***** RECORDS SHOWN
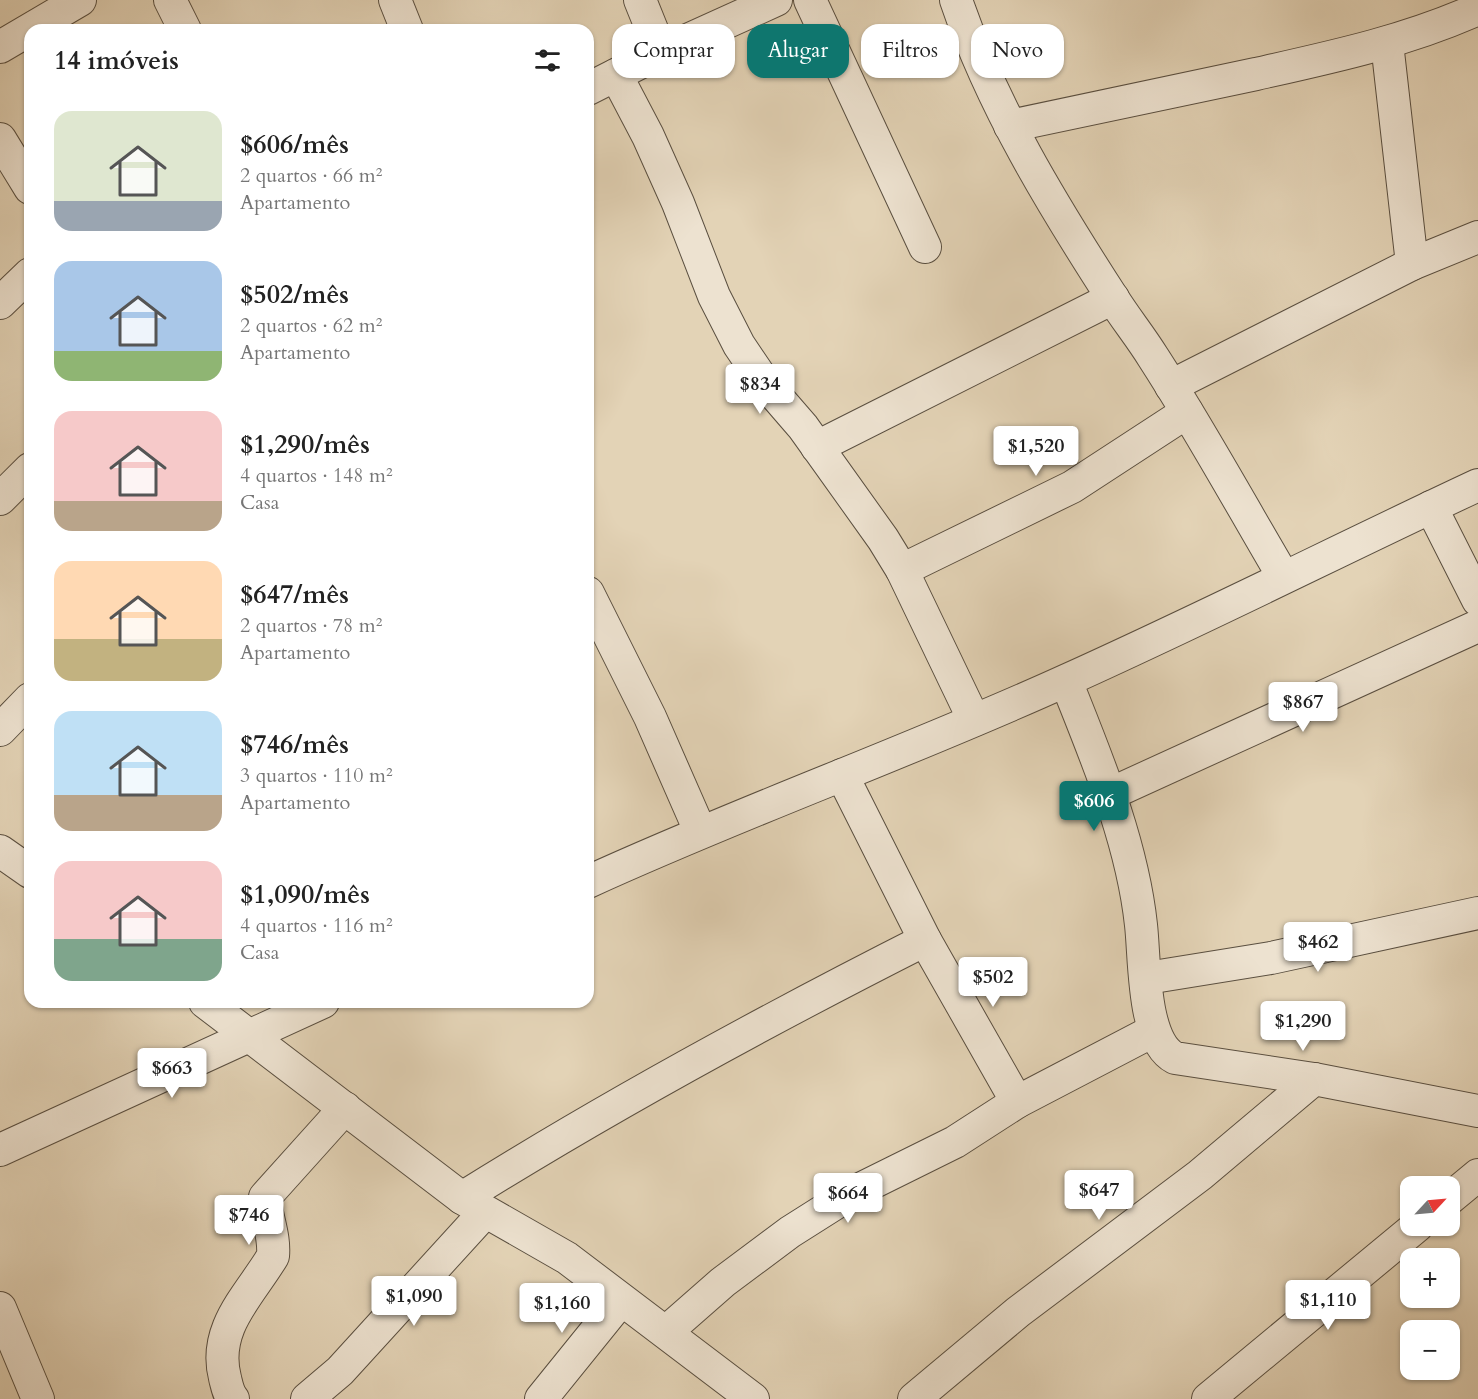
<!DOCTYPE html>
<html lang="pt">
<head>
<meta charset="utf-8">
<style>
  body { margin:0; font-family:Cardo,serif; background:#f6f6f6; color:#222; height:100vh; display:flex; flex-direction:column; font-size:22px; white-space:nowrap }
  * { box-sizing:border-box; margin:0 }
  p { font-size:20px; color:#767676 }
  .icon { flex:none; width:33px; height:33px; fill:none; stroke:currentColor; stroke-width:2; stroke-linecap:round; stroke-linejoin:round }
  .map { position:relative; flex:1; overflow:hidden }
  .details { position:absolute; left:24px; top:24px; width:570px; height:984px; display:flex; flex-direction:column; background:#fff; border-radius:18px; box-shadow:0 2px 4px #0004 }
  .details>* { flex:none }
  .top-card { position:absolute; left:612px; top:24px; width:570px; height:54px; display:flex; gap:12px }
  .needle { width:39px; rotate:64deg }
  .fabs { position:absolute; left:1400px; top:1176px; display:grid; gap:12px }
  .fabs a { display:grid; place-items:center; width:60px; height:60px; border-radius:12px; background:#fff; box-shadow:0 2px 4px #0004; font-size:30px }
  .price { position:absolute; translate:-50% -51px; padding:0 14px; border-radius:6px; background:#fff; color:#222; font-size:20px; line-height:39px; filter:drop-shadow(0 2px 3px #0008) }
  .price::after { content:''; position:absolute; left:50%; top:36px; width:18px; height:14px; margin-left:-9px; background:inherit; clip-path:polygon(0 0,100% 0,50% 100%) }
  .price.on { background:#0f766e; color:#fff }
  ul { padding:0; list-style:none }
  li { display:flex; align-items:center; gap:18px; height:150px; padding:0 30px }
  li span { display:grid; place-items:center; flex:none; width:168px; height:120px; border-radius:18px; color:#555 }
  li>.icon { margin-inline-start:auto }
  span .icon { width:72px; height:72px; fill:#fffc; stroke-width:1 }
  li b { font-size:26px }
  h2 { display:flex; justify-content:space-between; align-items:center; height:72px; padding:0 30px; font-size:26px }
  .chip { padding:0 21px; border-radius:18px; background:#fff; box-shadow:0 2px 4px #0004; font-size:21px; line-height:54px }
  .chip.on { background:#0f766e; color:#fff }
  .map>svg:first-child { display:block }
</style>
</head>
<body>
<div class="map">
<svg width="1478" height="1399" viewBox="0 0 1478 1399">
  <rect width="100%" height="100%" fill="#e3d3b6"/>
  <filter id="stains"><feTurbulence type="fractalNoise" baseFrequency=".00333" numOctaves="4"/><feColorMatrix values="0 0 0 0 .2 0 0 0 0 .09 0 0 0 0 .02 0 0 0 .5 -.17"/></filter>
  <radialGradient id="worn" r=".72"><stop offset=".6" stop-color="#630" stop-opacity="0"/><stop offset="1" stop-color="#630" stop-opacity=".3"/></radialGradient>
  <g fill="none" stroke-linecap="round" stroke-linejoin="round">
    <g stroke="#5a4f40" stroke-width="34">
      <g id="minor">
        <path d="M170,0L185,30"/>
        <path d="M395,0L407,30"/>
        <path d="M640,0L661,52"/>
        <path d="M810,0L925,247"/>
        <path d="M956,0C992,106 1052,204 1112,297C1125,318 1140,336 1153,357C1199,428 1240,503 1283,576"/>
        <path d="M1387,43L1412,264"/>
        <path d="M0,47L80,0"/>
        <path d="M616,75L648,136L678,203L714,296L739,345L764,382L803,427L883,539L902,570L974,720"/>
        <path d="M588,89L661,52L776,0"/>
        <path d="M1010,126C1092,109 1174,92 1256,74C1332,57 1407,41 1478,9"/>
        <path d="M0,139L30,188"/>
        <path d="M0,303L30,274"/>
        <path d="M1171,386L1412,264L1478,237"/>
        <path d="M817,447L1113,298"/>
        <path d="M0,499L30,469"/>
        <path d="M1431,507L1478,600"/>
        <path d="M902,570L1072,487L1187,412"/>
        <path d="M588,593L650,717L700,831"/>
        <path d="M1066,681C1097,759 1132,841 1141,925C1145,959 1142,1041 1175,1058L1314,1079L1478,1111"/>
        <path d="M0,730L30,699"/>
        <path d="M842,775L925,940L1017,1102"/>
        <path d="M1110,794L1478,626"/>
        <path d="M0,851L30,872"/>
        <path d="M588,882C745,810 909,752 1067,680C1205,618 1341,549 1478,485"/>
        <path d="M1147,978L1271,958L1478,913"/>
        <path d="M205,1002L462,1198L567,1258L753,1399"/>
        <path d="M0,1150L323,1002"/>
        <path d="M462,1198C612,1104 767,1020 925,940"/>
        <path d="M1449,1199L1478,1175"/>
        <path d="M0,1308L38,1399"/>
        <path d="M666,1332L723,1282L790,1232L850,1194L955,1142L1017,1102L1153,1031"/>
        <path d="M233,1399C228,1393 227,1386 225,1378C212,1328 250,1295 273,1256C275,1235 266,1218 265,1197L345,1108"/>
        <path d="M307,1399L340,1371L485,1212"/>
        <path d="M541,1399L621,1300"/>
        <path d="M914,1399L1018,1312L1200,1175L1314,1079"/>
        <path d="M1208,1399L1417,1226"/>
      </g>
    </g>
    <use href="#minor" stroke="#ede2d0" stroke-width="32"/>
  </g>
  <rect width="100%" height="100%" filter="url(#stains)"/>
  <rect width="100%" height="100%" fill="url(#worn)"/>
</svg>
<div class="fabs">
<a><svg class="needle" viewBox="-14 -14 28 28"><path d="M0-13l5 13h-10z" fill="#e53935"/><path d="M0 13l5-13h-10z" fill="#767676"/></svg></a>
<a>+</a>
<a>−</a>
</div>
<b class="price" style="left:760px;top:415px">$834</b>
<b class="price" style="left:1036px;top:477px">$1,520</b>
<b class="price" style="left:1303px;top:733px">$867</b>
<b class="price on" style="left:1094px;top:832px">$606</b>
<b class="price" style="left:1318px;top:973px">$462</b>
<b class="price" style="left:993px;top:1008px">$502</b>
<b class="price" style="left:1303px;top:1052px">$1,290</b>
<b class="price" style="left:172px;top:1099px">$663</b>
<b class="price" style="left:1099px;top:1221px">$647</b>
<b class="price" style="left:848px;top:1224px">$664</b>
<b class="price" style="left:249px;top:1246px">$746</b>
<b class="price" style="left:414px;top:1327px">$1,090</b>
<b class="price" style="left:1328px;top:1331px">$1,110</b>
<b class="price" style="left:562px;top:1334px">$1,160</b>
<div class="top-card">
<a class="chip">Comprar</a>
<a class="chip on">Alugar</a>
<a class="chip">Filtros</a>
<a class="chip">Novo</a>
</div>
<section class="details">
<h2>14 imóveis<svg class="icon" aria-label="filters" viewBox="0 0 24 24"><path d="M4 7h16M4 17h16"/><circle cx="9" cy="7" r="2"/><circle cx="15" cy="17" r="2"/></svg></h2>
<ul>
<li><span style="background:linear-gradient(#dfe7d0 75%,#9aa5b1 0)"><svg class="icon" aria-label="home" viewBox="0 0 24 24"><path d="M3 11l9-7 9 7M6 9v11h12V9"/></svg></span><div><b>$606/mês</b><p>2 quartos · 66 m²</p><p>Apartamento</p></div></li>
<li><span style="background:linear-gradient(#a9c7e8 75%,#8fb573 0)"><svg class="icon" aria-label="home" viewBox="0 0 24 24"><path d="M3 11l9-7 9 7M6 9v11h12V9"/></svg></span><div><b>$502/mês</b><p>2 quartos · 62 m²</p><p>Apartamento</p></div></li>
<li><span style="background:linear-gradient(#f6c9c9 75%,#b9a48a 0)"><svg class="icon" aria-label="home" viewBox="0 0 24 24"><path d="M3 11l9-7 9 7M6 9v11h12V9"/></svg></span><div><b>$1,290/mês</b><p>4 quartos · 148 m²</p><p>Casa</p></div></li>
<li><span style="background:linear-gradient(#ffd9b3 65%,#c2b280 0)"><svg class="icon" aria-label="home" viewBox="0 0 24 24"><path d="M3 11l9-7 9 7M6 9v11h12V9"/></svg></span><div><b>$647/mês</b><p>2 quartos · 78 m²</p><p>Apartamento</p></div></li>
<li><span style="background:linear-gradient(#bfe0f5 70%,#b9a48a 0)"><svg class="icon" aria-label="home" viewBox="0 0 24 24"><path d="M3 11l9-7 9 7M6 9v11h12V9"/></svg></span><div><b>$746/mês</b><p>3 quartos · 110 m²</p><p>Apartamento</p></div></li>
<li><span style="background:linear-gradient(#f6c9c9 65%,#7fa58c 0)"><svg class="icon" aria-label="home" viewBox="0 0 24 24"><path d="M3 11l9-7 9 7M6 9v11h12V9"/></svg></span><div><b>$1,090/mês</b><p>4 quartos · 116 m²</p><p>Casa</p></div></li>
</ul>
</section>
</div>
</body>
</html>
**********
INSTRUCTIONS TO FOLLOW: What is needed is the number of lines above that include the string "absolute", and nothing else.

WORKED SOLUTION: 5